86. Partition List #
Problem #
Given a linked list and a value x, partition it such that all nodes less than x come before nodes greater than or equal to x.
You should preserve the original relative order of the nodes in each of the two partitions.
Example:
Input: head = 1->4->3->2->5->2, x = 3
Output: 1->2->2->4->3->5
Problem Summary #
Given a number x, all numbers greater than or equal to x should be arranged after numbers less than x, and their relative positions must not change. Since the relative positions cannot change, we cannot use an idea similar to bubble sort.
Solution Approach #
The simplest way to solve this problem is to construct a doubly linked list, but the time complexity is O(n^2).
(In the following description, those greater than or equal to x are all considered greater than x)
A better method is to construct 2 new linked lists: one linked list specifically stores nodes less than x, and the other specifically stores nodes greater than x. Starting from the head of the original linked list, scan once and classify these two types of nodes into the 2 newly created linked lists in order, somewhat like pushing onto a stack. Since the original linked list is scanned from the head, the original order in the original linked list will still be preserved.
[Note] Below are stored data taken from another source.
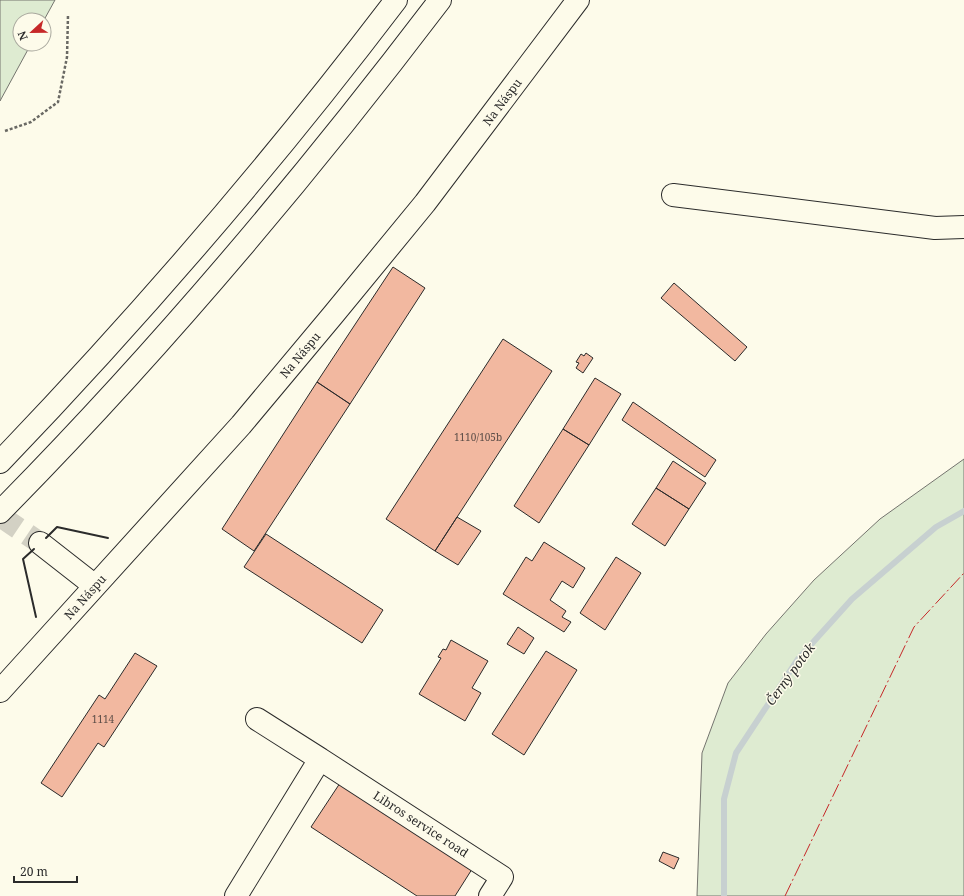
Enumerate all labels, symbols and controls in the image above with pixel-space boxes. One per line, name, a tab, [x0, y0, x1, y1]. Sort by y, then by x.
north arrow	[12, 12, 52, 52]
text: N	[14, 29, 31, 43]
street label: Na Náspu	[479, 74, 526, 129]
street label: Na Náspu	[276, 328, 325, 382]
house number: 1110/105b	[454, 430, 502, 444]
street label: Na Náspu	[60, 570, 110, 623]
water label: Černý potok	[761, 639, 819, 709]
house number: 1114	[92, 712, 115, 726]
street label: Libros service road	[370, 787, 472, 861]
scale bar	[14, 858, 77, 884]
text: 20 m	[20, 863, 48, 880]

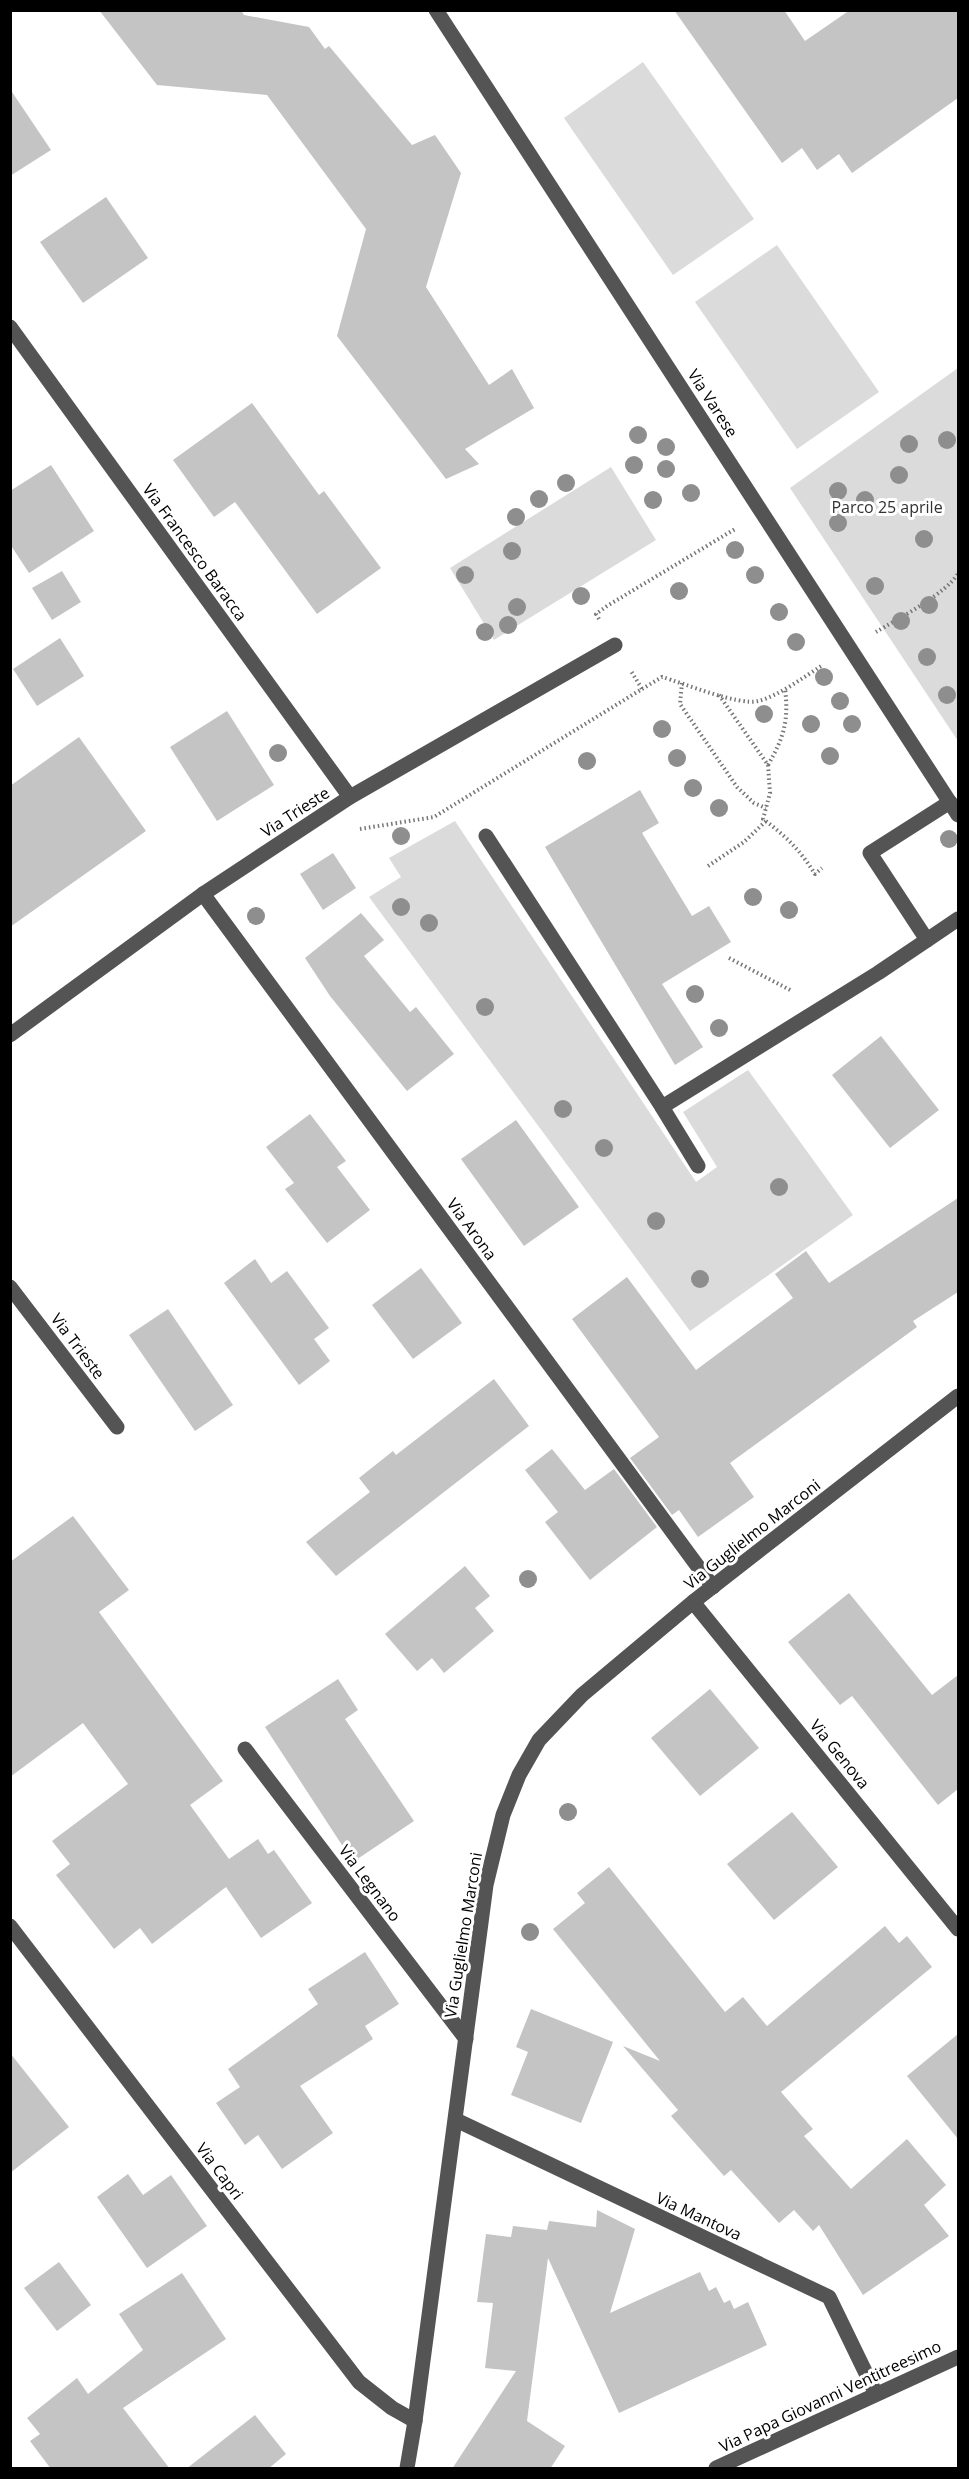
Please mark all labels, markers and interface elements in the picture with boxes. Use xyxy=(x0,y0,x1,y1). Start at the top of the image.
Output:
street label: Via Varese xyxy=(683,365,743,441)
street label: Via Francesco Baracca xyxy=(138,479,252,625)
park label: Parco 25 aprile xyxy=(831,496,943,518)
street label: Via Trieste xyxy=(257,782,333,842)
street label: Via Arona xyxy=(442,1194,502,1264)
street label: Via Trieste xyxy=(46,1309,110,1384)
street label: Via Guglielmo Marconi xyxy=(679,1474,825,1594)
street label: Via Genova xyxy=(805,1715,875,1793)
street label: Via Legnano xyxy=(334,1840,406,1926)
street label: Via Guglielmo Marconi xyxy=(439,1851,487,2019)
street label: Via Capri xyxy=(191,2138,249,2204)
street label: Via Mantova xyxy=(653,2187,745,2245)
street label: Via Papa Giovanni Ventitreesimo xyxy=(716,2335,944,2457)

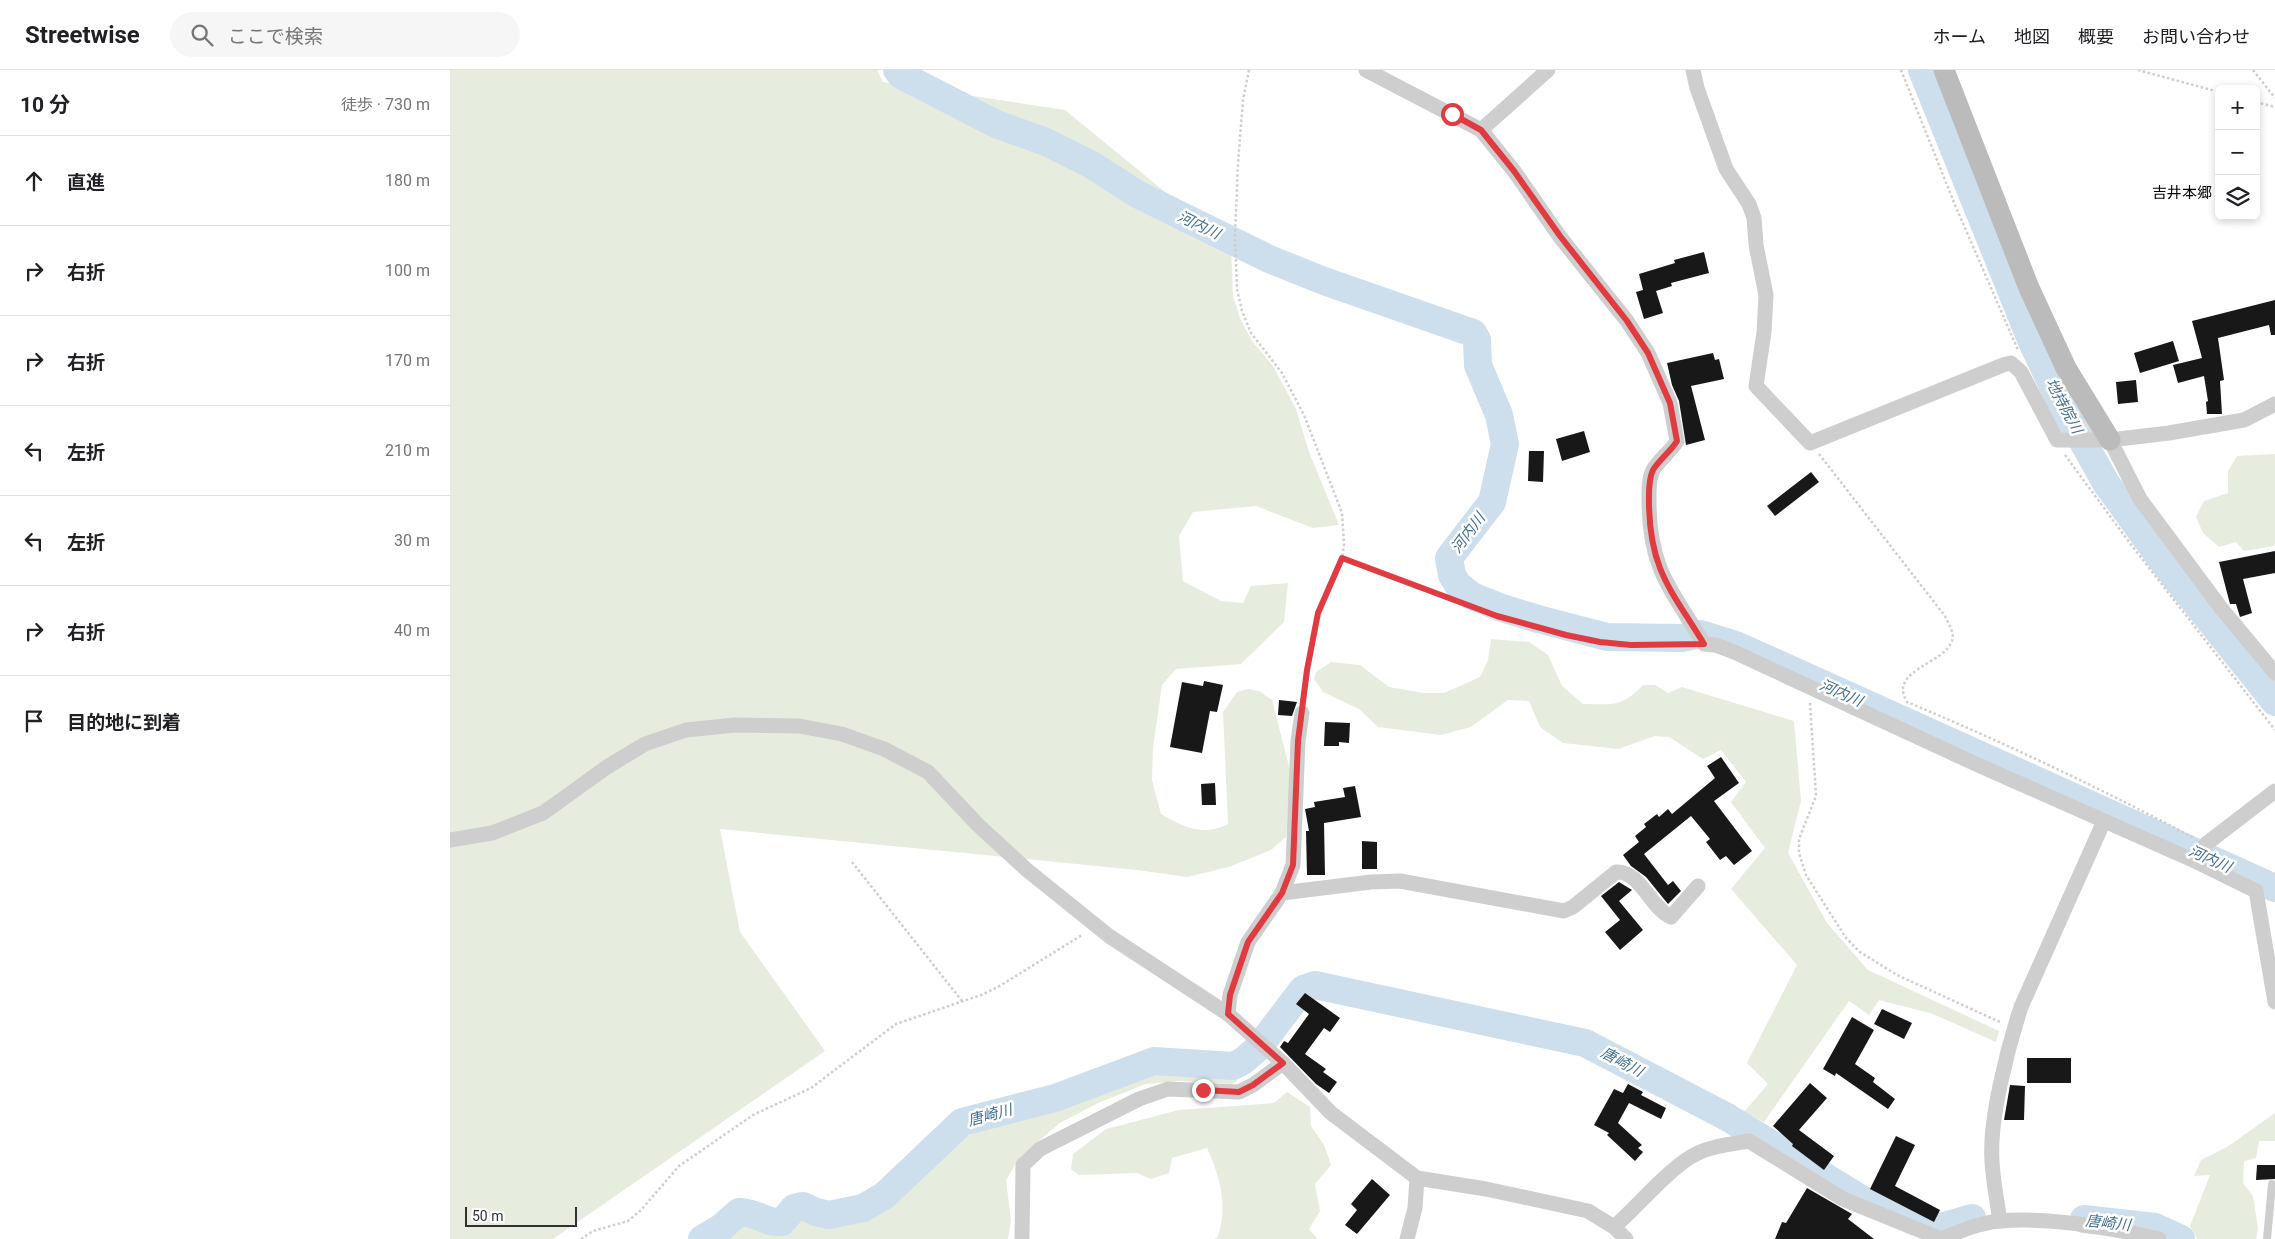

Finally, the 2 new linked lists will store their respective results; by concatenating these two linked lists, putting the linked list less than x in front of the linked list greater than x, the final answer can be obtained.
Code #
package leetcode
/**
* Definition for singly-linked list.
* type ListNode struct {
* Val int
* Next *ListNode
* }
*/
// Solution 1: singly linked list
func partition(head *ListNode, x int) *ListNode {
beforeHead := &ListNode{Val: 0, Next: nil}
before := beforeHead
afterHead := &ListNode{Val: 0, Next: nil}
after := afterHead
for head != nil {
if head.Val < x {
before.Next = head
before = before.Next
} else {
after.Next = head
after = after.Next
}
head = head.Next
}
after.Next = nil
before.Next = afterHead.Next
return beforeHead.Next
}
// DoublyListNode define
type DoublyListNode struct {
Val int
Prev *DoublyListNode
Next *DoublyListNode
}
// Solution 2: doubly linked list
func partition1(head *ListNode, x int) *ListNode {
if head == nil || head.Next == nil {
return head
}
DLNHead := genDoublyListNode(head)
cur := DLNHead
for cur != nil {
if cur.Val < x {
tmp := &DoublyListNode{Val: cur.Val, Prev: nil, Next: nil}
compareNode := cur
for compareNode.Prev != nil {
if compareNode.Val >= x && compareNode.Prev.Val < x {
break
}
compareNode = compareNode.Prev
}
if compareNode == DLNHead {
if compareNode.Val < x {
cur = cur.Next
continue
} else {
tmp.Next = DLNHead
DLNHead.Prev = tmp
DLNHead = tmp
}
} else {
tmp.Next = compareNode
tmp.Prev = compareNode.Prev
compareNode.Prev.Next = tmp
compareNode.Prev = tmp
}
deleteNode := cur
if cur.Prev != nil {
deleteNode.Prev.Next = deleteNode.Next
}
if cur.Next != nil {
deleteNode.Next.Prev = deleteNode.Prev
}
}
cur = cur.Next
}
return genListNode(DLNHead)
}
func genDoublyListNode(head *ListNode) *DoublyListNode {
cur := head.Next
DLNHead := &DoublyListNode{Val: head.Val, Prev: nil, Next: nil}
curDLN := DLNHead
for cur != nil {
tmp := &DoublyListNode{Val: cur.Val, Prev: curDLN, Next: nil}
curDLN.Next = tmp
curDLN = tmp
cur = cur.Next
}
return DLNHead
}
func genListNode(head *DoublyListNode) *ListNode {
cur := head.Next
LNHead := &ListNode{Val: head.Val, Next: nil}
curLN := LNHead
for cur != nil {
tmp := &ListNode{Val: cur.Val, Next: nil}
curLN.Next = tmp
curLN = tmp
cur = cur.Next
}
return LNHead
}